- TASK
Your answer must consist of one number: how many lines in the records contain "lineJoin".

Items from a data source

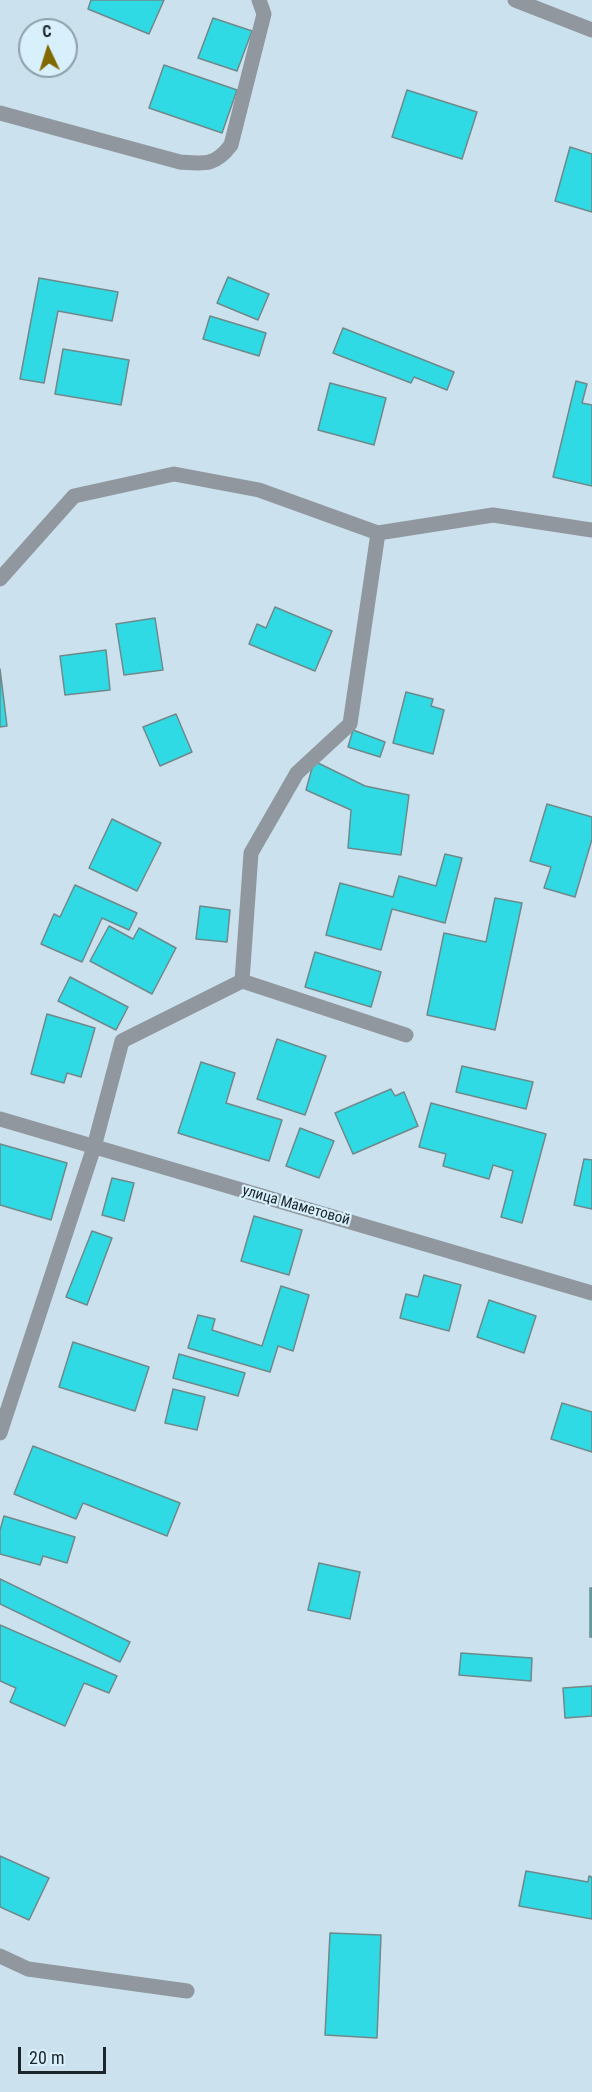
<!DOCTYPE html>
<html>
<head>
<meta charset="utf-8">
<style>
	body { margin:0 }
	#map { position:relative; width:592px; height:2092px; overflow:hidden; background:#cbe2ee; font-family:"Roboto Condensed",sans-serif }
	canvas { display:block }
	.north { position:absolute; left:18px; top:18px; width:60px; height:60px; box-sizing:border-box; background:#d8f0fb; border:2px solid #8d9fa7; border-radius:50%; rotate:356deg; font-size:16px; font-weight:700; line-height:24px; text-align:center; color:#1c2529 }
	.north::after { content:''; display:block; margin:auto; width:21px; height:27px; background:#816800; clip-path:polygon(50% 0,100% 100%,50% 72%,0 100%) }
	.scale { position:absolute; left:18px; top:2047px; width:88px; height:27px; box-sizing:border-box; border:3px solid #1c2529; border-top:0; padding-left:8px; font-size:18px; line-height:21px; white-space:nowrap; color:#1c2529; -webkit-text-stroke:4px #d8f0fb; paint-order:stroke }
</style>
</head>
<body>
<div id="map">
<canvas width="592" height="2092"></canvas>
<div class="north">С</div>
<div class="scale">20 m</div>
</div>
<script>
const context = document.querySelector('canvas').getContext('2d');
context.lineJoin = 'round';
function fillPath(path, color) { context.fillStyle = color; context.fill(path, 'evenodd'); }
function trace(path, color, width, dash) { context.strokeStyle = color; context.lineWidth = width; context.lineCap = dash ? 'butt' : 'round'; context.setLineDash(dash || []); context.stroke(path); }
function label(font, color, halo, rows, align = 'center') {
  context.font = font + ' "Roboto Condensed",sans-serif'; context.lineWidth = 4.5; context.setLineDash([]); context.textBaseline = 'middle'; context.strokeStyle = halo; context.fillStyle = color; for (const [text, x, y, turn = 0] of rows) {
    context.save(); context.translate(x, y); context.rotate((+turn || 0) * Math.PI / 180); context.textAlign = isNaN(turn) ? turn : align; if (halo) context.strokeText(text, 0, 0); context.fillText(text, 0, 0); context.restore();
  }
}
const building = new Path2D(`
	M91,0H164L149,34L88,9Z
	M213,18L252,31L237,71L198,58Z
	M164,65L237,90L222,133L149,108Z
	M407,90L477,112L462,159L392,137Z
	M570,147L592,154V212L555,201Z
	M228,277L269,294L258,320L217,303Z
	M39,278L118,292L112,321L58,311L44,383L20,379Z
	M210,316L266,333L259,356L203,339Z
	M343,328L454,372L447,390L414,377L411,383L333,353Z
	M63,349L129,360L121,405L55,394Z
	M576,381L587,384L582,403L592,405V486L553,477Z
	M330,383L386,398L374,445L318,430Z
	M275,607L332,631L315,671L249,644L257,624L266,628Z
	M155,618L163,670L124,675L116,624Z
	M106,650L110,690L65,695L60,656Z
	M0,669L7,726L0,727Z
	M406,692L433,699L431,706L444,710L433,754L393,743Z
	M176,714L192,752L160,766L143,727Z
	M353,730L385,742L380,757L348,747Z
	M314,761L365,786L409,795L401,855L348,848L351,810L306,790Z
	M547,804L592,817V839L575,897L544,888L551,867L530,861Z
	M112,819L161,843L137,891L89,868Z
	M445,854L462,858L445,923L392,909L381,950L326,935L340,883L393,897L399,876L436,886Z
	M75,885L137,913L129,930L102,918L82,962L41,944L54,914L60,917Z
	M495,898L522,903L495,1030L427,1015L444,933L486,942Z
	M200,906L230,910L227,942L196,939Z
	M109,926L133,939L139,928L176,948L152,994L90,961Z
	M315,952L381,972L371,1007L305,987Z
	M70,977L128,1007L116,1030L58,1001Z
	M47,1014L95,1028L81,1077L67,1073L64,1083L31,1074Z
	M277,1039L326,1056L305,1115L257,1099Z
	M201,1062L235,1073L226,1103L282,1120L269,1161L178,1133Z
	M462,1066L533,1082L526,1109L456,1092Z
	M391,1089L395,1096L404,1092L418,1126L353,1154L335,1113Z
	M431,1103L546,1134L522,1223L501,1217L513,1171L493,1165L489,1179L443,1166L446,1154L419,1147Z
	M300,1128L334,1141L319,1178L286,1166Z
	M0,1144L67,1163L51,1220L0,1205Z
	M584,1159L592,1160V1209L574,1205Z
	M112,1178L134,1183L124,1221L102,1215Z
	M254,1216L302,1230L289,1275L241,1261Z
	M92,1231L112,1238L87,1305L66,1297Z
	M424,1275L461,1285L449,1331L400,1318L406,1294L418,1297Z
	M281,1286L309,1295L293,1351L278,1346L270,1372L188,1348L198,1315L215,1319L212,1330L262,1346Z
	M489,1300L536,1316L524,1353L477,1337Z
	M73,1342L149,1367L135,1411L59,1387Z
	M179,1354L245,1373L238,1396L173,1378Z
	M173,1389L205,1397L197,1430L165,1423Z
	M562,1403L592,1412V1452L551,1439Z
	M33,1446L180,1503L167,1536L83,1503L76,1519L14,1494Z
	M4,1516L75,1537L67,1563L43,1556L40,1565L0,1554V1530Z
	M319,1563L360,1572L350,1619L308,1610Z
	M0,1579L130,1642L120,1662L0,1604Z
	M590,1588H592V1637H590Z
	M0,1625L117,1676L109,1693L84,1683L65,1726L10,1702L16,1688L0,1681Z
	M461,1653L532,1658L531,1681L459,1675Z
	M592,1686V1716L565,1718L563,1688Z
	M0,1856L49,1878L29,1920L0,1907Z
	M526,1871L588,1882L589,1876L592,1877V1919L519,1906Z
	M330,1933L381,1935L377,2038L325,2035Z`);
const minor = new Path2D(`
	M515,0L592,30
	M0,113L180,162C205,164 215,166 231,145L264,14L259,0
	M0,579L74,496L174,474L259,490L378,533
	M242,981L406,1035
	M0,1119L592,1293
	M0,1433L94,1147L122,1041L242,981L251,853L297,773L350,724L378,533L493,515L592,530
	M0,1956L28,1969L187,1991`);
const streetNames = [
	["улица Маметовой",296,1206,16]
];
fillPath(building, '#30dae4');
trace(building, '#6f898a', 1.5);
trace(minor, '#91979e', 15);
label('15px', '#1c2529', '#d8f0fb', streetNames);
</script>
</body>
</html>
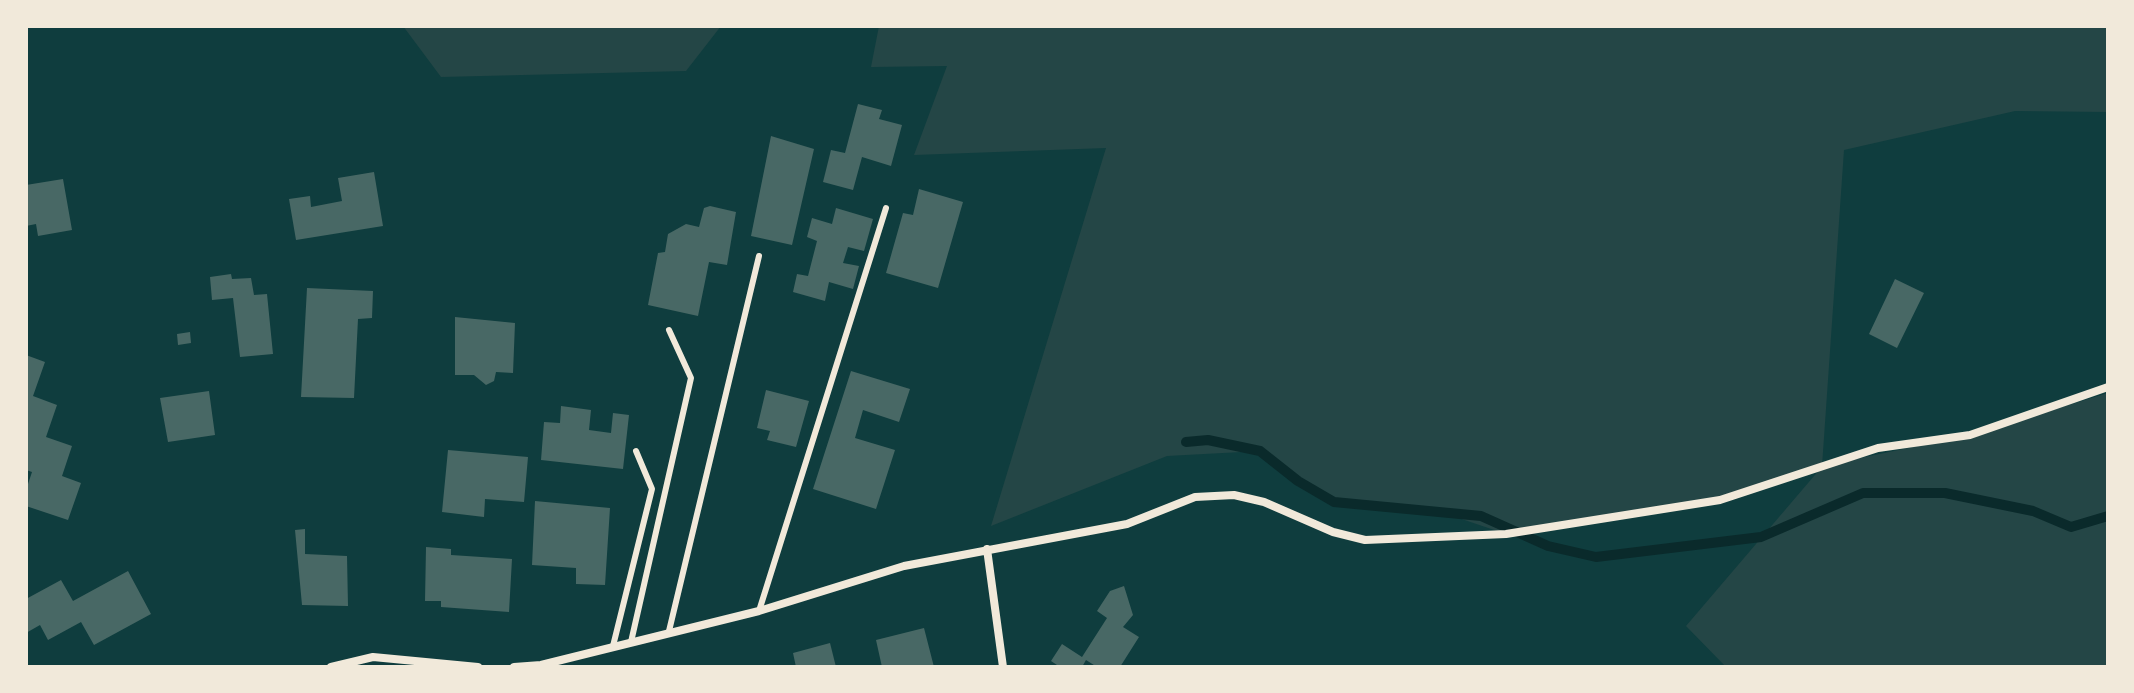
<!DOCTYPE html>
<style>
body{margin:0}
#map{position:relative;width:2134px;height:693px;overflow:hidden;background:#0f3d3e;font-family:Overpass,sans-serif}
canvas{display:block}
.frame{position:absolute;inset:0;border:28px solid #f1e9da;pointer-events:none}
</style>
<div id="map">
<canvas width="2134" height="693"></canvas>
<div class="frame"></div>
</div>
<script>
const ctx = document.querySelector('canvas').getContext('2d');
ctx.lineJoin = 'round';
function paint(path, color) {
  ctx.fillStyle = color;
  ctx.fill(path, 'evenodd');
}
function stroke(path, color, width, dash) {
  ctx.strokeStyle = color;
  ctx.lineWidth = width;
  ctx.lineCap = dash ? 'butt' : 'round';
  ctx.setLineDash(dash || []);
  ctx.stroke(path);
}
const green = new Path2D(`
 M403,26h318l-35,45 -245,6z
 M879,26h1229v86l-93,-1 -171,39 -22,316 148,-31 138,-42v274h-382l-40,-41 134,-157 -100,31 -214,34 -74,-25 -98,-7 -74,-51 -93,5 -176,70 115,-378 -192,7 33,-89 -76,1z`);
const stream = new Path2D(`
 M1186,442l22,-2 52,11 38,30 36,21 147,14 67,30 48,11 165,-20 102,-44h82l88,18 38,16 37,-11`);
const building = new Path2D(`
 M858,104l24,6 -3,9 23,6 -11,41 -29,-9 -9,33 -30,-8 8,-32 14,3z
 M771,136l43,13 -22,96 -41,-9z
 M374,172l9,54 -87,14 -7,-41 21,-3 1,11 31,-6 -4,-23z
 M63,179l9,51 -34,6 -2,-12 -10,2v-41z
 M919,189l44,13 -25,86 -52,-15 17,-60 10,2z
 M710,206l26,6 -9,53 -18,-3 -11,54 -50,-11 10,-52 7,-1 3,-18 18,-10 13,3 5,-19z
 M836,208l37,11 -9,32 -16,-4 -5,16 16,3 -6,23 -24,-7 -4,19 -32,-9 4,-18 11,2 9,-35 -10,-4 5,-19 20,6z
 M231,274l1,5 19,-1 3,17 13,-1 6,60 -33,3 -7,-59 -21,2 -2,-23z
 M1895,279l29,14 -27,55 -28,-14z
 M307,288l66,3 -1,27 -14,1 -4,79 -53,-1z
 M455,317l60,6 -2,50 -17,-1 -2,9 -8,4 -12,-10h-19z
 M190,332l1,11 -13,2 -1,-11z
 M26,355l19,7 -12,34 24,9 -11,32 26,9 -10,30 19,7 -13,37 -42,-14v-16l6,-18 -6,-2z
 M851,371l59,18 -11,33 -36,-12 -8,28 40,12 -19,59 -63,-20z
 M766,390l43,11 -13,46 -29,-7 3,-9 -13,-3z
 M209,391l6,44 -47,7 -8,-44z
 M561,406l30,4 -2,20 22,3 2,-20 16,2 -6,54 -82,-9 3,-38 16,1z
 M448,450l80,7 -4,45 -39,-3 -1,18 -42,-5z
 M535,501l75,7 -5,77 -29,-1v-16l-44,-3z
 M305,529v25l42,2 1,50 -46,-1 -7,-75z
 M426,547l25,2v6l61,4 -3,53 -68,-5v-6h-16z
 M128,571l23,43 -57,31 -13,-23 -33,18 -8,-15 -14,8v-34l35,-19 12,21z
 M1124,586l9,29 -10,12 16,10 -19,30h-23l-11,-7 -4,7h-22l-9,-6 11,-17 20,13 25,-39 -10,-7 13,-20z
 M924,628l10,39h-52l-6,-27z
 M830,643l6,24h-40l-3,-14z`);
const service = new Path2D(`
 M759,611l127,-403
 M669,631l90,-375
 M631,642l60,-264 -22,-48
 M613,646l39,-157 -16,-38`);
const minor = new Path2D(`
 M987,549l16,118
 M331,667l42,-10 105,10
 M514,667l27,-2 218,-54 145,-45 223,-42 68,-27 39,-2 30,7 69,30 32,8 141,-6 214,-34 158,-52 92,-13 138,-48`);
paint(green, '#244646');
stroke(stream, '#0a2a2b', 10);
paint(building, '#486865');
stroke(service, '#f1e9da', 6);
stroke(minor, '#f1e9da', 8);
</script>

- REPLY TO THE EXERCISE
2